LA SÉLECTION ET LA DISQUALIFICATION DE KAMEL DAOUD AUX PRIX GONCOURT ET RENAUDOT 2014

Une illusion néocoloniale

Par Abdellali MERDACI*

La sélection par les académies Goncourt et Renaudot, en France, du premier roman Meursault, contre-enquête (Alger, Barzakh, 2013 ; Arles, Actes Sud, 2014) de Kamel Daoud et sa disqualification, le 5 novembre 2014, dans leurs ultimes votes pour l’attribution de leurs prix, ont été vécues comme un événement national en Algérie. Au moment où le pays célébrait le 60e anniversaire de son entrée en guerre contre le colonialisme français, le délire qui a accompagné les listes des deux jurys depuis leurs premières proclamations, distinguant l’œuvre du chroniqueur oranais, font penser à un pays encore sous domination française, à une sorte de République algérienne fédérée à la France, telle qu’elle a été pensée dans les années 1940 par Ferhat Abbas. Ce qui est une amère rétractation. Dans la patrie de Larbi Ben M’hidi et des centaines de milliers de martyrs de la guerre d’Indépendance, ce n’est plus seulement le football qui se pare des couleurs de la France mais aussi la littérature, au moment où le chef du FLN, jadis porte-flambeau de la guerre anticoloniale, est plus présent dans ses résidences parisiennes cossues que dans les bureaux enfumés de son austère palais algérois.
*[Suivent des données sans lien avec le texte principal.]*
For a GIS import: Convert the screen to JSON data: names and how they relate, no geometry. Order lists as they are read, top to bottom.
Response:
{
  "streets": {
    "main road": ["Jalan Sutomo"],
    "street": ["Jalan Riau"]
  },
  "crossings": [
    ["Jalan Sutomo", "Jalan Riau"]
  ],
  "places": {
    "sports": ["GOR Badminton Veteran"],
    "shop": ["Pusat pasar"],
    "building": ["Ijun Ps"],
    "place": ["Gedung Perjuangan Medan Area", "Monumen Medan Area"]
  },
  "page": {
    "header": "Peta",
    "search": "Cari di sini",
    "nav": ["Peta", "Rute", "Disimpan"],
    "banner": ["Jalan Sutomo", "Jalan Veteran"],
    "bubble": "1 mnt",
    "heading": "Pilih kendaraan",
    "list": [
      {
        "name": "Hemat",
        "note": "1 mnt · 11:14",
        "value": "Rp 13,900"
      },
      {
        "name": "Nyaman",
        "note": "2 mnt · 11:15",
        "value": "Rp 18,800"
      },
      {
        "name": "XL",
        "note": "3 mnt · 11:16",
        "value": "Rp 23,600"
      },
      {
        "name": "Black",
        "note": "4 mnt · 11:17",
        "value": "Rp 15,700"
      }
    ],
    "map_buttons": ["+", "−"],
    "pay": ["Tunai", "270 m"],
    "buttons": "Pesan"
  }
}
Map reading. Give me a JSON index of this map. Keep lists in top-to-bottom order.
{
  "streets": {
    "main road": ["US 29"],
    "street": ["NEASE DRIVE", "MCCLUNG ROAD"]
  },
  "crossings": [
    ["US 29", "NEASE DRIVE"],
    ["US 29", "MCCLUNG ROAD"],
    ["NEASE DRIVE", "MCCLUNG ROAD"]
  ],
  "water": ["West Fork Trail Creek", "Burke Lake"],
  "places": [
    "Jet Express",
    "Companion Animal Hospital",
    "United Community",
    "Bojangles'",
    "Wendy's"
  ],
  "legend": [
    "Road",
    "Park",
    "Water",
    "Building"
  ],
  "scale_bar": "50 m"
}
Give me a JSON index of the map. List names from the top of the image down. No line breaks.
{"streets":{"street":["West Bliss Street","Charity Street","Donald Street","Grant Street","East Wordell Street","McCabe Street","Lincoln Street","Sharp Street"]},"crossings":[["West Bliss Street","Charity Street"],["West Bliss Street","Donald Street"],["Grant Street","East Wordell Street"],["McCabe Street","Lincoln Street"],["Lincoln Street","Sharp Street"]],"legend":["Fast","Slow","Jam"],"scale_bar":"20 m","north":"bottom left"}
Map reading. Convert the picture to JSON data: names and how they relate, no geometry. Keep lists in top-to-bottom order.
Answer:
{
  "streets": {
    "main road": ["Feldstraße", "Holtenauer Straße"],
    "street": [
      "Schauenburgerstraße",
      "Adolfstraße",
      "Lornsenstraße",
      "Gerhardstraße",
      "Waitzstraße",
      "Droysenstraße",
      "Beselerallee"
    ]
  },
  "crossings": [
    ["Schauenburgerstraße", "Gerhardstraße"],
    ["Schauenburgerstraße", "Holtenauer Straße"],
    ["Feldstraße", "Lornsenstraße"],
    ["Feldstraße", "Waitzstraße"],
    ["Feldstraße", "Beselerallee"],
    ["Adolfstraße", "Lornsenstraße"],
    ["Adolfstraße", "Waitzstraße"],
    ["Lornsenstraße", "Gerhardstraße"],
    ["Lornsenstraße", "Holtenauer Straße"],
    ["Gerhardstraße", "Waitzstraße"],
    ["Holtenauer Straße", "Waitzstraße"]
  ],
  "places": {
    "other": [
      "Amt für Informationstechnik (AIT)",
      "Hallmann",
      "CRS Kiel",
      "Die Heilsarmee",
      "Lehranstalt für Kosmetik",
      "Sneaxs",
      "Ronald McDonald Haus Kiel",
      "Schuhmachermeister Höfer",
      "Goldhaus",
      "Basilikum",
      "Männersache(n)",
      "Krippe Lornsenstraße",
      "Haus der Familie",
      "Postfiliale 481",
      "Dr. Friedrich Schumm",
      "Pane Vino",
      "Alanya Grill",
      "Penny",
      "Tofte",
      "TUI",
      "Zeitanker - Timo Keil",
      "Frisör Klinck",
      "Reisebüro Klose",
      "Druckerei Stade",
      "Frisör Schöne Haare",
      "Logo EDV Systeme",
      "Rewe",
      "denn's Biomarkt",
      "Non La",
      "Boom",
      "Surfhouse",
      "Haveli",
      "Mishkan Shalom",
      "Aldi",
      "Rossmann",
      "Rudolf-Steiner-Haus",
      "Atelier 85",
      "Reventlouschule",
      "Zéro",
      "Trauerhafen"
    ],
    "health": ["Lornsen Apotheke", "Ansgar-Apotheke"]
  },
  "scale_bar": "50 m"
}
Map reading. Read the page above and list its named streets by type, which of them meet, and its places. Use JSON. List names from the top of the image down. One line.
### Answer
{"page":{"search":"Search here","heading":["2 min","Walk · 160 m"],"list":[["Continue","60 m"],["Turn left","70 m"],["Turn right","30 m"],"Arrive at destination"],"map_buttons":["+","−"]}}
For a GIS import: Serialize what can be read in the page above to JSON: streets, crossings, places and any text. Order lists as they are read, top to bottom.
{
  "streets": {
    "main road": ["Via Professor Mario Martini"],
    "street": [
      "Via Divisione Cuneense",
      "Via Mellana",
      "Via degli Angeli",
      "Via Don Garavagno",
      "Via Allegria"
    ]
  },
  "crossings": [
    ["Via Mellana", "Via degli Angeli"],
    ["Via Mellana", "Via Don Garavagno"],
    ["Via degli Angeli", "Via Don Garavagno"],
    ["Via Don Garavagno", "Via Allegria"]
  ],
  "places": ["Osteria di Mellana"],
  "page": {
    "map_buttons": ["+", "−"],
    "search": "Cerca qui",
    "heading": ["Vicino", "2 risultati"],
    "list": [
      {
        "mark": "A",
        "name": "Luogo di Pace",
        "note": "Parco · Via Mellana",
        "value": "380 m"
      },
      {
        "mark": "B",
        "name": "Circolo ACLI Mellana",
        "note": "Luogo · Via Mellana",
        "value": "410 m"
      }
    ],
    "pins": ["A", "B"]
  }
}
Cette ferveur pour les coulisses putrides de grands prix littéraires français, dénoncées par le critique et historien Jacques Brenner, en 2006, fut-elle partagée par le vigilant commentateur Maâmar Farah, le très provincial Boubakeur Hamidechi (Le Soir d’Algérie, 30 octobre et 1er novembre 2014) et l’universitaire Belkacem Ahcène-Djaballah, fringant critique littéraire (Le Quotidien d’Oran, 30 octobre 2014). Fut-elle, enfin, consentie à la poignante dramatisation au lendemain de l’annonce de la défaite du candidat algérien par plusieurs quotidiens comme en témoignent les commentaires contrits d’El Watan et de L’Expression dans leur édition du 6 novembre 2014, reprenant les messages désespérés de l’auteur désavoué à ses soutiens sur Tweeter et Facebook ?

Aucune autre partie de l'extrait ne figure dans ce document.